Roger Martelli. « La crise du système oblige à une rupture »

le 19 décembre 2015

Roger Martelli. « La crise du système oblige à une rupture »

Roger Martelli, historien et codirecteur de la rédaction du mensuel « Regards ».

Hasard du calendrier, il y a cinquante ans, le Général De Gaulle était élu Président de la République au suffrage universel. Une première sous la Ve République qui conduira à la bipolarisation de la vie politique française et à un renforcement du caractère présidentiel du régime. Un système institutionnel aujourd'hui en crise qui, pour l'historien Roger Martelli, appelle à une rupture.

La Marseillaise. En quoi l'élection du Général De Gaulle au suffrage universel le 19 décembre 1965 a-t-elle marqué un tournant dans l'histoire républicaine française ?

Roger Martelli. C'est une rupture avec ce que l'on appelle la tradition républicaine depuis le milieu du XIXe siècle. Et d'ailleurs le général de Gaulle en était parfaitement conscient en 1958 lorsqu’il met en place les institutions de la Ve République. C'est pourquoi il fait un compromis avec les socialistes et une partie de la droite traditionnelle qui avaient décidé de soutenir l'entrée en Ve République à la condition de ne pas élire le Président au suffrage universel. Et c’est seulement en 1962, à l'issue du conflit algérien, que le général de Gaulle, se sentant d'une légitimité suffisante, engage la réforme constitutionnelle. Réforme qui aboutit par référendum à modifier la Constitution et introduit l'élection du Président de la République au suffrage universel. C'est donc de ce point de vue une rupture. Le monde politique à l'époque en est conscient. Le Parti communiste mais aussi le Parti socialiste, une partie de la droite classique de ce que l'on appelait à l'époque les MRP, et une fraction de la droite parlementaire y sont d'ailleurs opposés. Mais on ne voit pas à l’époque le fait que le général de Gaulle établit un principe électoral selon lequel au second tour il ne peut y avoir que deux candidats puisque le Président doit être investi par une majorité du corps électoral. Or cette règle du scrutin va conduire à favoriser la bipolarisation de la vie politique française et à un renforcement du caractère présidentiel du régime.
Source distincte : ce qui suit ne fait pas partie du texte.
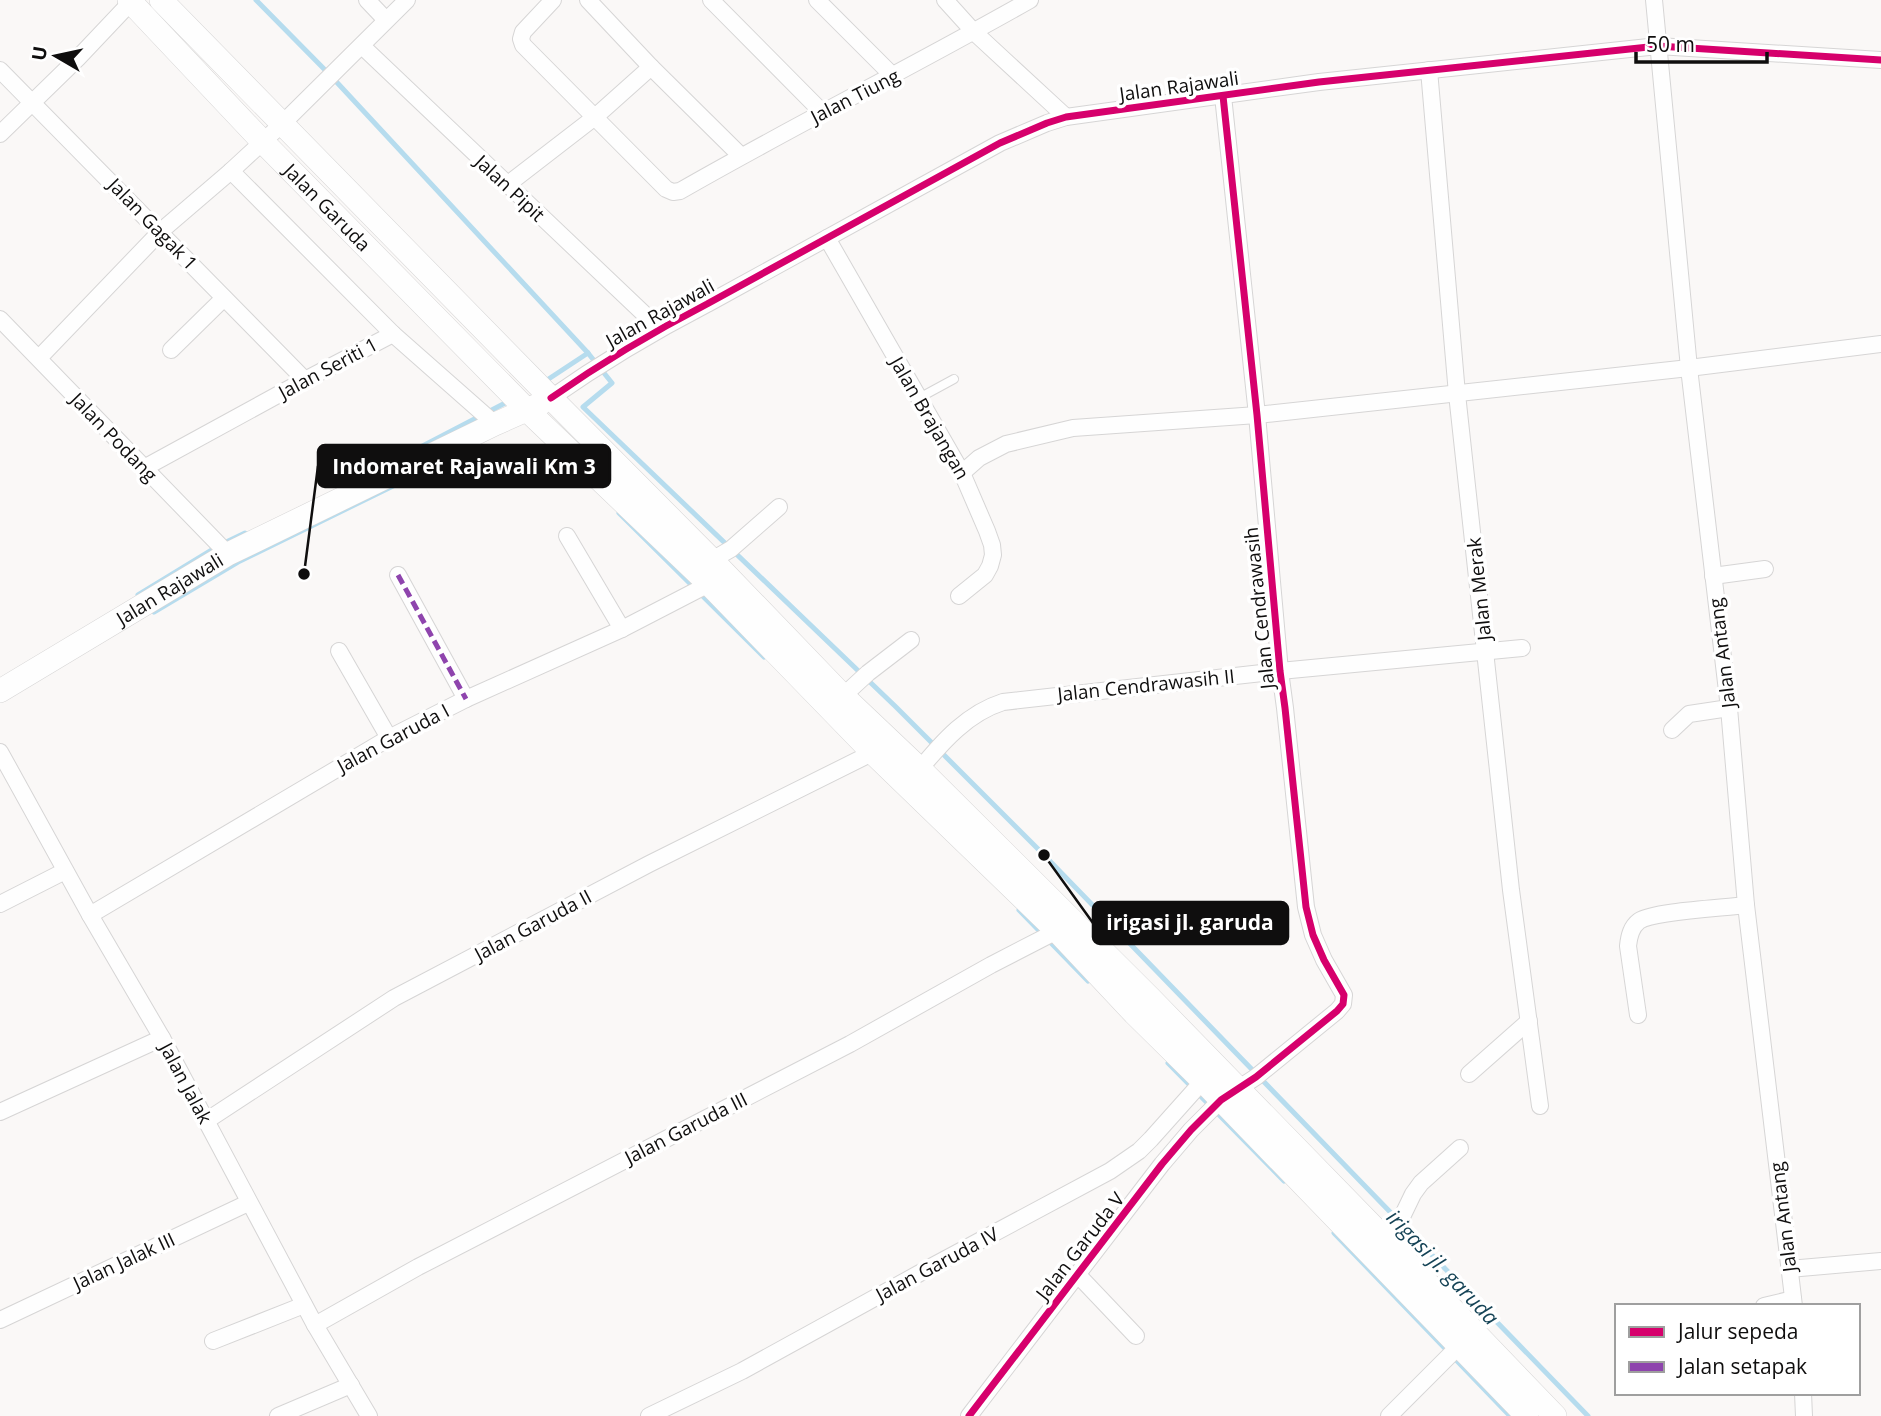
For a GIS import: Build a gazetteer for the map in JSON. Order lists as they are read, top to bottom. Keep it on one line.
{"streets":{"main road":["Jalan Rajawali","Jalan Garuda"],"street":["Jalan Tiung","Jalan Pipit","Jalan Gagak 1","Jalan Seriti 1","Jalan Brajangan","Jalan Podang","Jalan Merak","Jalan Cendrawasih","Jalan Antang","Jalan Cendrawasih II","Jalan Garuda I","Jalan Garuda II","Jalan Jalak","Jalan Garuda III","Jalan Garuda V","Jalan Jalak III","Jalan Garuda IV"]},"crossings":[["Jalan Rajawali","Jalan Pipit"],["Jalan Rajawali","Jalan Garuda"],["Jalan Rajawali","Jalan Seriti 1"],["Jalan Rajawali","Jalan Brajangan"],["Jalan Rajawali","Jalan Podang"],["Jalan Rajawali","Jalan Merak"],["Jalan Rajawali","Jalan Cendrawasih"],["Jalan Rajawali","Jalan Antang"],["Jalan Garuda","Jalan Garuda I"],["Jalan Garuda","Jalan Garuda II"],["Jalan Gagak 1","Jalan Seriti 1"],["Jalan Seriti 1","Jalan Podang"],["Jalan Merak","Jalan Cendrawasih II"],["Jalan Cendrawasih","Jalan Cendrawasih II"],["Jalan Cendrawasih","Jalan Garuda V"],["Jalan Garuda I","Jalan Jalak"],["Jalan Garuda II","Jalan Jalak"],["Jalan Jalak","Jalan Garuda III"],["Jalan Jalak","Jalan Jalak III"]],"water":["irigasi jl. garuda"],"places":["Indomaret Rajawali Km 3","irigasi jl. garuda"],"legend":["Jalur sepeda","Jalan setapak"],"scale_bar":"50 m","north":"left"}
La Marseillaise. Comment la fonction présidentielle a-t-elle été investie durant ces cinquante dernières années ?

Roger Martelli. L'histoire montre qu’il y a une logique institutionnelle qui tend à structurer l'ensemble des comportements. Le cas de François Mitterrand est le plus significatif. A l’époque, il est l’un des rares de la gauche non communiste à s'opposer à la mise en place des institutions. Mais une fois au pouvoir, il intériorise le système institutionnel. Il l'utilise politiquement pour développer une logique de rassemblement au centre. Partant de l'idée que pour avoir une majorité, il faut non seulement rassembler les siens mais conquérir une partie du camp adversaire. Il l’exprime d’ailleurs dans sa lettre aux Français qui précède l'élection présidentielle de 1988 dans laquelle il appelle ouvertement à dépasser le clivage gauche-droite pour aller vers un rassemblement au centre. Cette intériorisation par la gauche socialiste au pouvoir des institutions de la Ve République aboutit à la cohérence dite sociale-libérale largement inspirée du modèle britannique de Tony Blair des années 90.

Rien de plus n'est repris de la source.